#### [ABOUT THIS EXERCISE]
All lines in the data below carrying the string "center" are to be located and copied.

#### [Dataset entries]
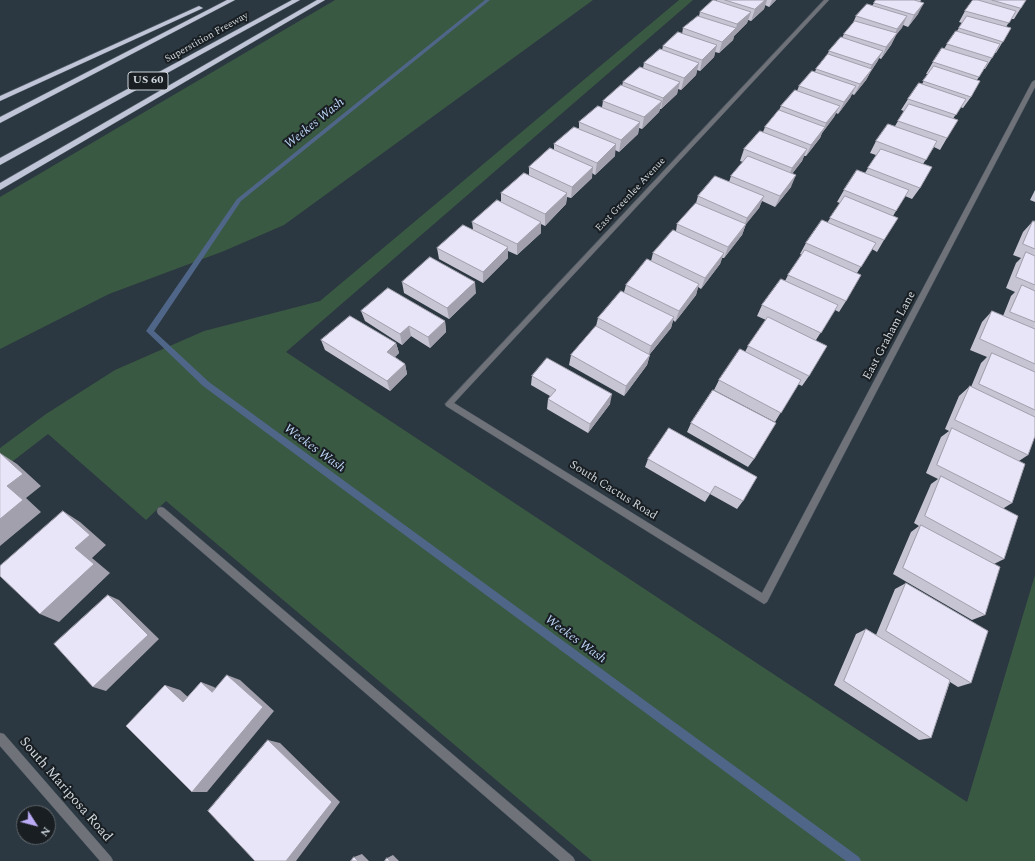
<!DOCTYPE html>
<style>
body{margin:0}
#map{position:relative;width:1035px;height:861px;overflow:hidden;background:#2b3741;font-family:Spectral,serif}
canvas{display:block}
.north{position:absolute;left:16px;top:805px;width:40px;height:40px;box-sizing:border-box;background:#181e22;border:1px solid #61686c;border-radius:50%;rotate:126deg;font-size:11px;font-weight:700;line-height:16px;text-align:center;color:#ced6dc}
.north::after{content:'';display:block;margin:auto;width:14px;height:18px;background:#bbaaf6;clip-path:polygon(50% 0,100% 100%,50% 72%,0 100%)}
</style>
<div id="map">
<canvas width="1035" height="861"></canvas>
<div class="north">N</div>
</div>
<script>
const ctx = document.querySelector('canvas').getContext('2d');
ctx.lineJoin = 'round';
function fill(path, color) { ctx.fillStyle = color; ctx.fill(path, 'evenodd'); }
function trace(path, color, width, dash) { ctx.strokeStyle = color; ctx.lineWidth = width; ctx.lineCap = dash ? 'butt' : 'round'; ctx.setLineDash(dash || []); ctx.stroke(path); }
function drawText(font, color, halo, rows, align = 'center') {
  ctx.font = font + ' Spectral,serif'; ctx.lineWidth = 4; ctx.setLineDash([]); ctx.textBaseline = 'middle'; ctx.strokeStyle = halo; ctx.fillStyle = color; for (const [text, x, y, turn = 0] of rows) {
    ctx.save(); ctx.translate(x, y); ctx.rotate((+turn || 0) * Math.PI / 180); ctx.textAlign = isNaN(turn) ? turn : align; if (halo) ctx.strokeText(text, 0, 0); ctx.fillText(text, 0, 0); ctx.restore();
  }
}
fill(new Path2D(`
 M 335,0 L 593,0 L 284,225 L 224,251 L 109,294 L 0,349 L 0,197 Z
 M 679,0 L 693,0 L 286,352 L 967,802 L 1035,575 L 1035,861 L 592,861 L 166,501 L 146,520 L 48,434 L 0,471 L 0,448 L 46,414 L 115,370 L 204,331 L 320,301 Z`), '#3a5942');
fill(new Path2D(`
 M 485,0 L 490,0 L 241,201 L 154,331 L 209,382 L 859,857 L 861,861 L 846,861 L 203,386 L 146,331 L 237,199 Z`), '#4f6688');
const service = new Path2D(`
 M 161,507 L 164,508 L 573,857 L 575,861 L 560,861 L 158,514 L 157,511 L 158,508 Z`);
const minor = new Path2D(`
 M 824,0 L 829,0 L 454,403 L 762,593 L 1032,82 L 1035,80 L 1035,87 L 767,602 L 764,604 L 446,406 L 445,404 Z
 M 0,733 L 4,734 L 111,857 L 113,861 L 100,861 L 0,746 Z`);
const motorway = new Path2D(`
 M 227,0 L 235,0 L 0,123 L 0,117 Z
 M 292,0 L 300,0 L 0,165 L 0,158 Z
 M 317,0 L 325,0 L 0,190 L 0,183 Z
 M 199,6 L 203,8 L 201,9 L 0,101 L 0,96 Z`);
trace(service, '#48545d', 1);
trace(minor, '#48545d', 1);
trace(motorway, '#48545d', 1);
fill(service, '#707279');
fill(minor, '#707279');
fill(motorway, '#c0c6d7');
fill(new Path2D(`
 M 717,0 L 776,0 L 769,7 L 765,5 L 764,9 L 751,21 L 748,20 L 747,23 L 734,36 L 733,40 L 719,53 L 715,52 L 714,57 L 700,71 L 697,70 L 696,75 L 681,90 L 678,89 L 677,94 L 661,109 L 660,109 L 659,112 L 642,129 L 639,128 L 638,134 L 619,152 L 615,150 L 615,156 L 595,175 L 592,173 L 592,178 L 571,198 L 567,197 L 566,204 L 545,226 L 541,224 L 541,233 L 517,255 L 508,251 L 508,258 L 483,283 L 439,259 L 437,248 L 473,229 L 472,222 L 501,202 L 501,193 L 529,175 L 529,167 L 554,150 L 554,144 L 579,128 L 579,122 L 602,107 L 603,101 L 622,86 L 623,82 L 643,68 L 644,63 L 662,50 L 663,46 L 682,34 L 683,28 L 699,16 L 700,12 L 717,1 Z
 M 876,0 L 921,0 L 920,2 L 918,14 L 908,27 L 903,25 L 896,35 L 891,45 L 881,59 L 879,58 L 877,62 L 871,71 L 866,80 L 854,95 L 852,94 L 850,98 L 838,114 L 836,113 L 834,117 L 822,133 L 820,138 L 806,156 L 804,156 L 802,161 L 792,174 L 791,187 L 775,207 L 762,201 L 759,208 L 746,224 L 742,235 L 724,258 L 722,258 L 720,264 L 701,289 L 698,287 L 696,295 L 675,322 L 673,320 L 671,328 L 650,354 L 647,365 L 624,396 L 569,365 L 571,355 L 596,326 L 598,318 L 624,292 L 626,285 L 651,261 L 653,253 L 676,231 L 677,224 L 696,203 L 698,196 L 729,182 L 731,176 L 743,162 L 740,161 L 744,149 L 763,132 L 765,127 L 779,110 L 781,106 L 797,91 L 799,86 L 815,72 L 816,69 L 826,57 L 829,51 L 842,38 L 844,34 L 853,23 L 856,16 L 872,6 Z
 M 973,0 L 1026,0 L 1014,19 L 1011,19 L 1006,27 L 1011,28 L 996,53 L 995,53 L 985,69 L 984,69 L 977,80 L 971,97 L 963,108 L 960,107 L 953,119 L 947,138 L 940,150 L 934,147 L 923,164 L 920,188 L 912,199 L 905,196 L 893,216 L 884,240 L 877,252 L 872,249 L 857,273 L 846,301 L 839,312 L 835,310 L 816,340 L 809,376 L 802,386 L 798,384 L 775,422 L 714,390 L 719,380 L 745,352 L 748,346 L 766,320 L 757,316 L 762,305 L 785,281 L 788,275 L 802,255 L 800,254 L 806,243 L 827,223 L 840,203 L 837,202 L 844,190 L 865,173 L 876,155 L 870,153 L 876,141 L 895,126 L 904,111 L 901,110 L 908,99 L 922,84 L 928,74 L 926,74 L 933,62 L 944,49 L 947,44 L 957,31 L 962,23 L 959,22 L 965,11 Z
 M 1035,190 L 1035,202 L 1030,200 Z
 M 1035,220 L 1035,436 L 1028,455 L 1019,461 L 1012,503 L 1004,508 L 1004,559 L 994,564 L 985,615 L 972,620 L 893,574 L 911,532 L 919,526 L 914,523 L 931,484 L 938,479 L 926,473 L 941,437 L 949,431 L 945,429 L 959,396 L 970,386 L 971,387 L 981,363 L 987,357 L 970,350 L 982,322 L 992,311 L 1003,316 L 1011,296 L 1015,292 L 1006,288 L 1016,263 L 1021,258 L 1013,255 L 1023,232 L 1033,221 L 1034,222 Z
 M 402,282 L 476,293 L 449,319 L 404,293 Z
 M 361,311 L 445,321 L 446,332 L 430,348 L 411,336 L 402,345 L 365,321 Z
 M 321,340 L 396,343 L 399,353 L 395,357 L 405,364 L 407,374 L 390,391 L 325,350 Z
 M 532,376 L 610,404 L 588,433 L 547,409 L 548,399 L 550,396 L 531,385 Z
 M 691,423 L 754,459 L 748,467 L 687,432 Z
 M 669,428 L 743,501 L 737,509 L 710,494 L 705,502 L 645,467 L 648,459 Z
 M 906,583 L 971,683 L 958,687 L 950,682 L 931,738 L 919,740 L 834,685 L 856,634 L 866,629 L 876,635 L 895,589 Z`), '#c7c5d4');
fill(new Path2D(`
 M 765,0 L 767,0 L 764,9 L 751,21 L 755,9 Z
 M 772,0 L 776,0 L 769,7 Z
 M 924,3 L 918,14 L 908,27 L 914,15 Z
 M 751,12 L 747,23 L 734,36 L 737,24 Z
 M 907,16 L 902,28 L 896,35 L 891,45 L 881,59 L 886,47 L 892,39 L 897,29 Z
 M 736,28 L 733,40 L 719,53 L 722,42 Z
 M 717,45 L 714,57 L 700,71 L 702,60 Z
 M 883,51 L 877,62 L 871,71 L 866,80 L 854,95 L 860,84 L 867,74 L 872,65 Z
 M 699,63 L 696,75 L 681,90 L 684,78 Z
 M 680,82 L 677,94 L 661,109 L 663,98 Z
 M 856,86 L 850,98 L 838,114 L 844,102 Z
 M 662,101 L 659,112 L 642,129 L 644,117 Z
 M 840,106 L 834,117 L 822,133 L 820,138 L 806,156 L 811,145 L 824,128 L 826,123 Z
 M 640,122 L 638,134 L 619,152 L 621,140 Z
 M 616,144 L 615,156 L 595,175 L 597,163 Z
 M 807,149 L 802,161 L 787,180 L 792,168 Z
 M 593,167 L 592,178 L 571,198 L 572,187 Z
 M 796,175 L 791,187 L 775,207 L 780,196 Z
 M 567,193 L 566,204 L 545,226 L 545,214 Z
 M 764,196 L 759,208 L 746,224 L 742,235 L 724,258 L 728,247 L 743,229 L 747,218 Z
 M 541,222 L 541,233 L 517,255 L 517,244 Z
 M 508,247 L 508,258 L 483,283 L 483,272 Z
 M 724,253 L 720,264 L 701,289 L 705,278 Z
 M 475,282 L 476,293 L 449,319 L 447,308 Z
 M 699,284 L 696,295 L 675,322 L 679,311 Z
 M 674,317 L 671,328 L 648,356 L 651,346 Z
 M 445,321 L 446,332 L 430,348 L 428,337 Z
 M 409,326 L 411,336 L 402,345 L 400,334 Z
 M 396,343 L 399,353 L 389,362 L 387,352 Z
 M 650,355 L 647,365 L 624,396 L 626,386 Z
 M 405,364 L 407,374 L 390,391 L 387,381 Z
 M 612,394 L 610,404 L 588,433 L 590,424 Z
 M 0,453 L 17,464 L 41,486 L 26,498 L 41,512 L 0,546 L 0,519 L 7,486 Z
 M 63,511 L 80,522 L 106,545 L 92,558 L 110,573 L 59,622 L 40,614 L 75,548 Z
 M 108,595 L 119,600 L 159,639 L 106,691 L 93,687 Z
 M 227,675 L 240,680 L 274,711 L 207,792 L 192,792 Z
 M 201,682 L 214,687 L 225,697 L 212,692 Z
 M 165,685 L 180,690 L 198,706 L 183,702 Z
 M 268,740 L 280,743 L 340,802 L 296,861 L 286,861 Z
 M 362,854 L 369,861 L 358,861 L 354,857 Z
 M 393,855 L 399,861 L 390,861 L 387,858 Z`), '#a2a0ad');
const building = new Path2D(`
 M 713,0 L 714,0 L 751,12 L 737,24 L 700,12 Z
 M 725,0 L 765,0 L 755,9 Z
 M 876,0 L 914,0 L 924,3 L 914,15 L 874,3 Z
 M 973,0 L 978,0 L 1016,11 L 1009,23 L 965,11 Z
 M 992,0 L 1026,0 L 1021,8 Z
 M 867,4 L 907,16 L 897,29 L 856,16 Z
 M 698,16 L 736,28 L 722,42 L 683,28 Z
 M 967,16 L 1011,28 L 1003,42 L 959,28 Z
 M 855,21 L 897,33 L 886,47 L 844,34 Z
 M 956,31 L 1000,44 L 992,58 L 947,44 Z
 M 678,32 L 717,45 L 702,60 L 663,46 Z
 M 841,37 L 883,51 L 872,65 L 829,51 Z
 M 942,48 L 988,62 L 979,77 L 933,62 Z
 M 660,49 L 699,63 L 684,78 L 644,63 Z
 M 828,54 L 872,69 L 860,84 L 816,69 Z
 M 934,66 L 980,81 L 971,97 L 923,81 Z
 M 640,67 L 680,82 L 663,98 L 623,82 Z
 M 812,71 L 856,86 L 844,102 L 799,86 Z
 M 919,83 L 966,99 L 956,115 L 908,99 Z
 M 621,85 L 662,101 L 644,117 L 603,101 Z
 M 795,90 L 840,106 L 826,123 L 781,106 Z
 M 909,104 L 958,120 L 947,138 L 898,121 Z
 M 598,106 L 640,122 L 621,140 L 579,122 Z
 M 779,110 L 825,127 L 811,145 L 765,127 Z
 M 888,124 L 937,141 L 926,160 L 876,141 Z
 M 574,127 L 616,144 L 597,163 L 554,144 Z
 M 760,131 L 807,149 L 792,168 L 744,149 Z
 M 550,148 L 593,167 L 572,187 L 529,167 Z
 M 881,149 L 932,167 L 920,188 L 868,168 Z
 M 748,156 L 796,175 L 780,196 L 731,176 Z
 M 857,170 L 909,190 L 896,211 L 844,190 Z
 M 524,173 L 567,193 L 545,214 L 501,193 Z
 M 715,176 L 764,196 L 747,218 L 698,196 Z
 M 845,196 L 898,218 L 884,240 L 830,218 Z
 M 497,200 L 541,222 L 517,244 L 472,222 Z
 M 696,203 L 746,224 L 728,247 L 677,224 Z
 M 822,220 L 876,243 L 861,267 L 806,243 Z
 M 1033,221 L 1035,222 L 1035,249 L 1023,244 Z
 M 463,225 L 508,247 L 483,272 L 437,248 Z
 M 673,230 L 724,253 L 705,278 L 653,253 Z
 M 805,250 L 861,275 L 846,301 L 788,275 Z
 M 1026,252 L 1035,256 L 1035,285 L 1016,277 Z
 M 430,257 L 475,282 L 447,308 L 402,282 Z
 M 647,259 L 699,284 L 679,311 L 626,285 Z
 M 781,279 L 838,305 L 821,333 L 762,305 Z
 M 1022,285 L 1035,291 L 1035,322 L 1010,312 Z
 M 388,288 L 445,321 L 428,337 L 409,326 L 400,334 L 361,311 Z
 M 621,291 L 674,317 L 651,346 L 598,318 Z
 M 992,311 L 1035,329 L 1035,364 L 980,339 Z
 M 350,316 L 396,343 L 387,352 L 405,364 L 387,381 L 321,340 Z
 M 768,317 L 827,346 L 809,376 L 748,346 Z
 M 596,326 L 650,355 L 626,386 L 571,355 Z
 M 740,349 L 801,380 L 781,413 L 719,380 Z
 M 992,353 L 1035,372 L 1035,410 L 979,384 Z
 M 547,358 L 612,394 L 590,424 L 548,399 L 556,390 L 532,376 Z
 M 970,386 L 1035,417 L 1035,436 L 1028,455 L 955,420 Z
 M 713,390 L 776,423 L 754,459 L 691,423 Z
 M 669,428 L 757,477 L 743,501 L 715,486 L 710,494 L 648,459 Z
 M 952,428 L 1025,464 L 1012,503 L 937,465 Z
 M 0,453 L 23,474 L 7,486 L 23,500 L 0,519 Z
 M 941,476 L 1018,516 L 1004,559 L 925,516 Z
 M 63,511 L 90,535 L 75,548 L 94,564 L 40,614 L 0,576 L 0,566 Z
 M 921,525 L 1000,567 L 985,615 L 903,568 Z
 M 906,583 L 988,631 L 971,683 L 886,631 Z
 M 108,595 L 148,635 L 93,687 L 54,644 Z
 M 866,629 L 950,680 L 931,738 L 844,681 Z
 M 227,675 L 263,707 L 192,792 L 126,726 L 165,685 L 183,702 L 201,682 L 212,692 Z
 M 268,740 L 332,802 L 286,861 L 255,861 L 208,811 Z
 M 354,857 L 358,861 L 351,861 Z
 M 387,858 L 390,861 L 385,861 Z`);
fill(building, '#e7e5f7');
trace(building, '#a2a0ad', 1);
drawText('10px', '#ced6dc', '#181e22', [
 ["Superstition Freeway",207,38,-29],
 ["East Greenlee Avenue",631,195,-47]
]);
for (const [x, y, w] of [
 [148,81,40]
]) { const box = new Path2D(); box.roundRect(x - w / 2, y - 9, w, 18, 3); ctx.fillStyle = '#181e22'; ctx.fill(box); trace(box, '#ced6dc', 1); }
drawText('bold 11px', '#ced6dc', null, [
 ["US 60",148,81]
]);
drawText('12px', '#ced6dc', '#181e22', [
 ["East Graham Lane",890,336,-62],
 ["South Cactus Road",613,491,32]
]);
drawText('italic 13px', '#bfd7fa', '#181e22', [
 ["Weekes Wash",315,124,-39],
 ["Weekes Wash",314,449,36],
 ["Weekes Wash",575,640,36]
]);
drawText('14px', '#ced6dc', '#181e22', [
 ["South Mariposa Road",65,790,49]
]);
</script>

#### [SOLUTION TO THIS EXERCISE]
.north{position:absolute;left:16px;top:805px;width:40px;height:40px;box-sizing:border-box;background:#181e22;border:1px solid #61686c;border-radius:50%;rotate:126deg;font-size:11px;font-weight:700;line-height:16px;text-align:center;color:#ced6dc}
function drawText(font, color, halo, rows, align = 'center') {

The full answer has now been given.